Afstan: Sometimes good training and work are rewarded with good luck
Nothing more for me to add:
A colonel brings his men home
60 soldiers in unit nominated for recognition
KANDAHAR AIRFIELD, Afghanistan -- Before coming to Afghanistan last August, Col. Nicolas Eldouad made a promise to the families of his 450 troops that everything possible would be done to bring all his soldiers home alive.
Against very high odds, Col. Eldouad has achieved that goal. The Van Doo battle group's National Support Element ["About 300 CF members with the National Support Element (NSE) in Kandahar, primarily from the 5e Bataillon des service du Canada (5 BNS) in Valcartier"] suffered no fatalities during its six months in the province of Kandahar despite having undertaken about 200 combat logistics patrols covering more than 1.2 million kilometres on notoriously dangerous roads seeded with hidden improvised explosives and shared with vehicles sometimes driven by suicide bombers.
"Luck is there, it is foolish to deny that, but we had confidence in each other and in ourselves that came as a result of confidence in our equipment, our training and our leadership," Col. Eldouad said before flying out of Kandahar with many of his troops in the wee hours of Saturday morning. "That was the recipe for success.
"With the extraordinary courage they showed every day, I think my guys were no less than amazing. We did suffer attacks and we had five wounded in action. But we came out of it relatively OK."
To keep the Taliban off balance and the lifeline of food, water and ammunition for frontline troops open, convoys were despatched to austere forward operating bases at all hours of the day and night.

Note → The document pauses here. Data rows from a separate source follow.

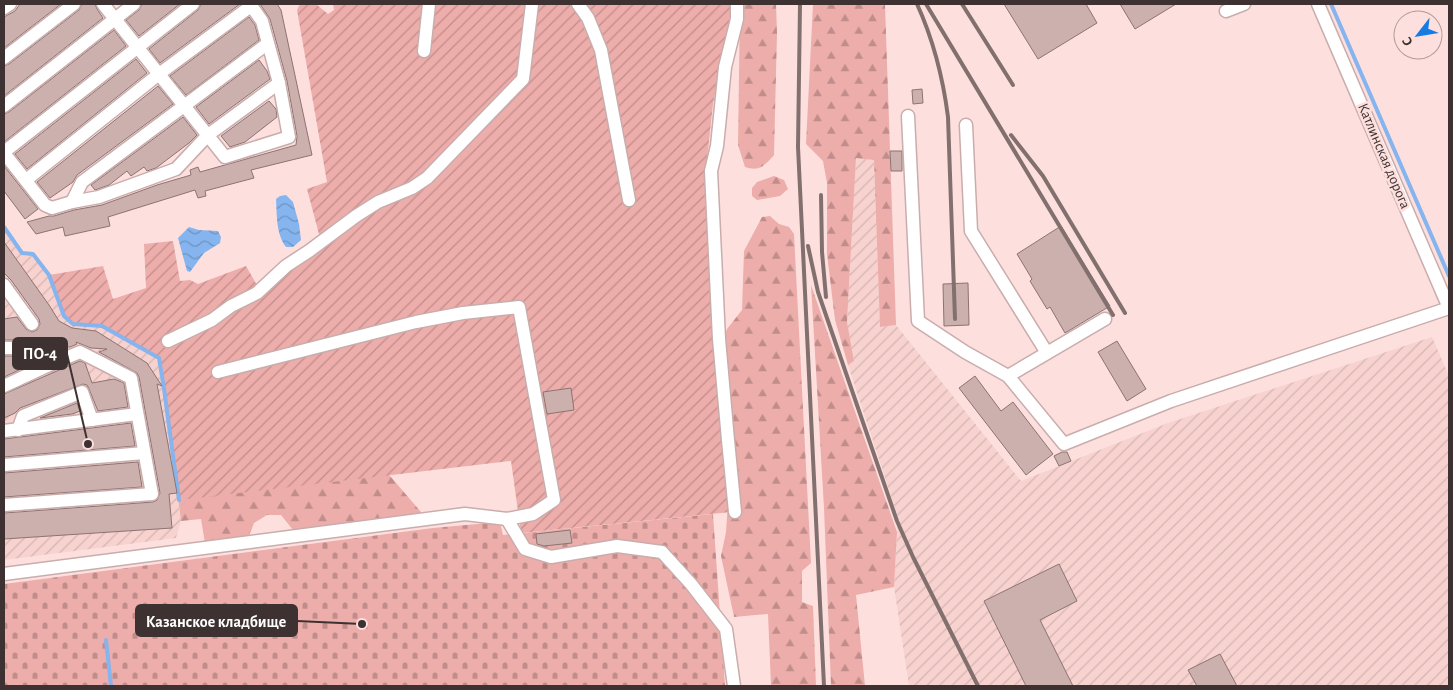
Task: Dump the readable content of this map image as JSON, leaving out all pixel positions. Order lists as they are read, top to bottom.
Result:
{
  "streets": {
    "street": ["Катлинская дорога"]
  },
  "places": ["ПО-4", "Казанское кладбище"],
  "north": "bottom left"
}
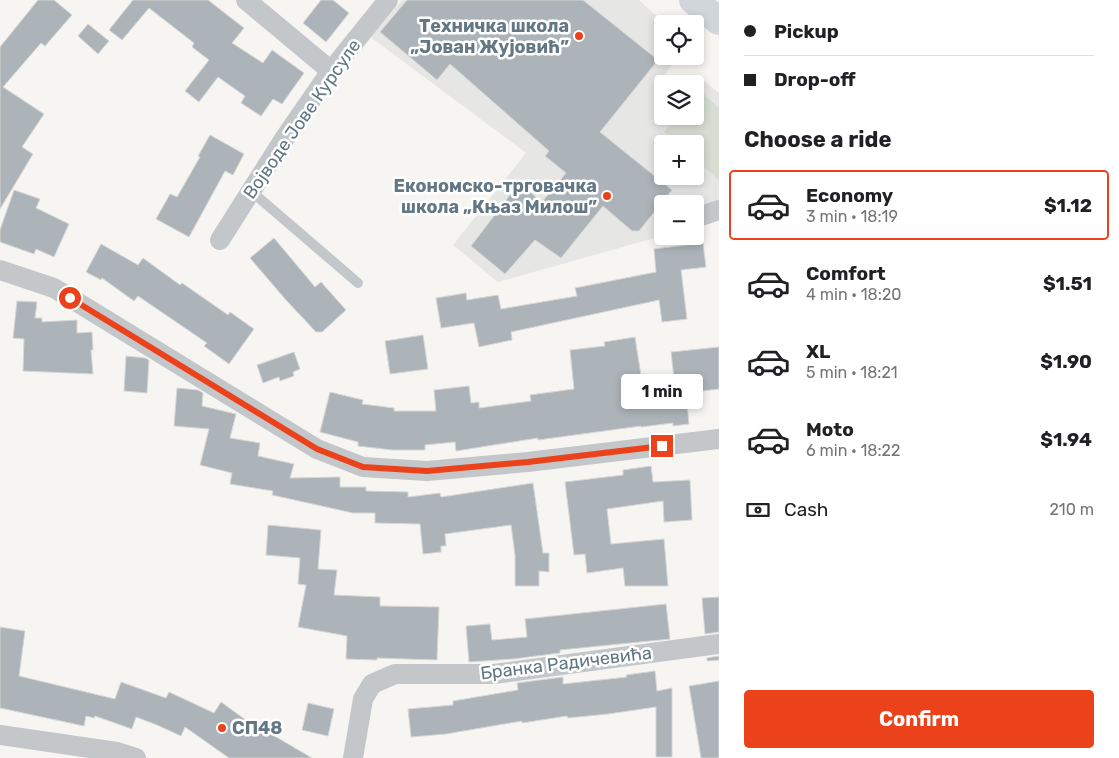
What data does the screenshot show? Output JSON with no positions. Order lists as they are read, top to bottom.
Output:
{
  "streets": {
    "street": ["Војводе Јове Курсуле", "Бранка Радичевића"]
  },
  "places": ["Техничка школа „Јован Жујовић”", "Економско-трговачка школа „Књаз Милош”", "СП48"],
  "page": {
    "banner": ["Pickup", "Drop-off"],
    "map_buttons": ["+", "−"],
    "heading": "Choose a ride",
    "list": [
      {
        "name": "Economy",
        "note": "3 min · 18:19",
        "value": "$1.12"
      },
      {
        "name": "Comfort",
        "note": "4 min · 18:20",
        "value": "$1.51"
      },
      {
        "name": "XL",
        "note": "5 min · 18:21",
        "value": "$1.90"
      },
      {
        "name": "Moto",
        "note": "6 min · 18:22",
        "value": "$1.94"
      }
    ],
    "bubble": "1 min",
    "pay": ["Cash", "210 m"],
    "buttons": "Confirm"
  }
}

Because of breakdowns and the constant need to check for lethal IED's (improvised explosive devices), running the gauntlet in Taliban country often involved missions of 12 hours and more.
To share the risks and give everyone a better understanding of the mission and, in particular, a small taste of what combat troops were experiencing, Col. Eldouad insisted that even the logistics clerks had to be a part of at least six convoys each during their tour of duty. Most of the work of defending the convoys fell to young reservists from across Quebec. They made as many as 70 convoy trips each. The Canadian equivalent would have been a round trip by road from Halifax to Vancouver.
"You are the best soldiers in the world," Col. Eldouad told his troops at a handover ceremony also attended by a group of fresh incoming troops from western Canada, led by Lt. Col. Kerry Horlock. "I thought that before we came here and I think that now."
At the handover Brig-Gen. Guy Laroche promoted Col. Eldouad from lieutenant-colonel to colonel. Exceptionally, for a support unit, 60 of Col. Eldouad's men and women have been nominated for recognition for their bravery and exceptional work.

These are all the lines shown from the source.